At the end of the sift, A tells me she wouldn’t be my trainer on the next day (as it’s her day off) and says I will be with V…then she had added, her voice full of scorn, to watch out for V and not to pick up any bad habits from her. J scoffs, rather loudly, upon hearing that V has been selected as my trainer.
Well that’s not worrisome at all, I think, before gratefully climbing in my car and driving home. I’m utterly exhausted and my head is still spinning from all the information thrown at me today…unfortunately, the only resident whose name and information I can clearly remember is Mrs. R and that’s because it’s hard to forgot that sweet little lady who spit in my hand.
The next day starts the same as the one before. I get to work, park in the same spot, notice that all the other cars are more or less parked in the same spots too and go through the side door. The same gruff nurse is there, but this time she’s alone.
“Hello,” I say again.
“V is always late,” she tells me. “Just wait here for her.”
So…always late and don’t pick up any bad habits from her. If V is the kind of employee I’m getting the idea she is, why is she the one training me today? H and J arrive and get straight to work while I’m still standing at the nurse’s station, waiting for V and trying not to get testy with impatience and nerves. At last a tall blonde sweeps in through the door. The nurse jerks a thumb at me and says: “This is May. She’s with you.”
V greets me warmly. Ok, then, I think. Maybe J and A just don’t like her. Maybe she’s not actually a bad aide.

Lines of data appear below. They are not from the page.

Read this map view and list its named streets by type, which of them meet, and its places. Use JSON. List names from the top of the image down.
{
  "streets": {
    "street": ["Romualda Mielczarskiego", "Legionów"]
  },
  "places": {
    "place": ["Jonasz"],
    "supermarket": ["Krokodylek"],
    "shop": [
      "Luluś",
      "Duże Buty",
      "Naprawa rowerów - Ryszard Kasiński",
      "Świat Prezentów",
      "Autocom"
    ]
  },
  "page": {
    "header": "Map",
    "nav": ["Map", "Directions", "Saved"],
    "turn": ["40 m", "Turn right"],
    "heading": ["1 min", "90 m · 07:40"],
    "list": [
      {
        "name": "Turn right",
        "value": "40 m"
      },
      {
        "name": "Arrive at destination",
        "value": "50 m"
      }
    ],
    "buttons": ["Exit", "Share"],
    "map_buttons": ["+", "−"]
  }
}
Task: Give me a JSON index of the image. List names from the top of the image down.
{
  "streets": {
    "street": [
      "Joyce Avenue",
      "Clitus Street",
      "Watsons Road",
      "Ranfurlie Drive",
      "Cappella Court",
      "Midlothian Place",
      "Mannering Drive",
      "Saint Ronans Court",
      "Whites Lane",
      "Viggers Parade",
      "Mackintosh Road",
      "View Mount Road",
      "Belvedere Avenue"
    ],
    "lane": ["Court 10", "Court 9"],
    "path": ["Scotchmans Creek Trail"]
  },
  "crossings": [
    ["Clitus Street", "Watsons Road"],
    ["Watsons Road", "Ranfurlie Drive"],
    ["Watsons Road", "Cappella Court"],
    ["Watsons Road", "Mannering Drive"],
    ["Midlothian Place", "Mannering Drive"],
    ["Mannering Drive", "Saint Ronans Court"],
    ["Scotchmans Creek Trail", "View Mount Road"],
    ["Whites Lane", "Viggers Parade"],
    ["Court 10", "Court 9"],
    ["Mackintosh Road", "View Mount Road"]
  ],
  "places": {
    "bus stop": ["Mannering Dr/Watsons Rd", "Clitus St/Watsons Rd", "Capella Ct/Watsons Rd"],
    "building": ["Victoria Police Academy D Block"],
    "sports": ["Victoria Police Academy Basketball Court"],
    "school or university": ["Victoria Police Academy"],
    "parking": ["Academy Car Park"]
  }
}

This comfortable idea last until the first room we go in, whereupon V begins to change the resident without putting on gloves.
“Um,” I say, my own gloves halfway on.
“Oh, don’t worry about it,” V says airily. “If you’re a good enough aide, you won’t get anything on your hands.”
Excuse me? What? I stare at her, a sinking feeling in my stomach. Then I snap my gloves on with a bit more noise than strictly needed. V points to the other resident in the room. “Get her dressed,” she says. Ok, then, I think.
It’s the first time I’ve ever gotten a resident dressed on my own and I’m not quite sure what’s the best way to go about it. V isn’t helping. She’s finished her own resident and is now just standing against the wall. She only speaks to tell me to hurry up…eventually she does unfold herself from the wall, only to push me aside and finish the resident herself.
Well, I guess that J and A have good reason to dislike V. I don’t think I’m too fond of her either.
The rest of the day is just more of the same. V sets me a task without telling me how to do it, mutters impatiently while I try to accomplish it, then pushes in to finish it herself. There’s no talk of hoyers or standing lifts or two assists–V insists that if you’re a good enough aide, everyone is a one assist. I’m always back from our breaks long before she is and so spend a good bit of the day waiting. The gruff nurse is still at the nurse’s station and she also doesn’t seem too fond of me, so I take to waiting on the bench outside the clock-in room. If I had a clue what I was doing, I’d go ahead and start working without V. But I don’t, so I just sit and wait.
J and H pass by; J slows down long enough to ask me: “How’s it going?”
People have called me timid before…and I know I’m shy, uncertain. I’m also young, in a strange new job and terribly frustrated. “V is hard to keep up with,” I say shortly. “And I thought you always wear gloves when providing care.”
“V!” snaps J and I turn around to see V glaring at me. Great. Just great. “While you are training new aides, you will wear gloves or I’ll tell the nurse. Got it?”
What? While you’re training? Shouldn’t that be something more along the lines of “while you are changing briefs you will wear gloves”? V just glares at me and ignores J. The rest of the day goes worse. V’s still upset with me, but she’s decided to talk to me now. She talks non-stop the rest of the shift, like A did the day before but I don’t even bother trying to remember anything she says. It’s just the same thing repeated over and over. “There’s the way you do things for your test and there’s the way you do things on the floor. You don’t have time to do things the right way. You’ll see.”
I’m quite glad when the shift is over. I ask the nurse, quietly, if it can be A that trains me next. She goes too fast, throws too much information at me and doesn’t show me how to do things as thoroughly as I’d like, but at least she wears gloves. At least she doesn’t disappear like V does.
The next day it’s A. I’m so happy I completely ignore V, who is still glaring at me.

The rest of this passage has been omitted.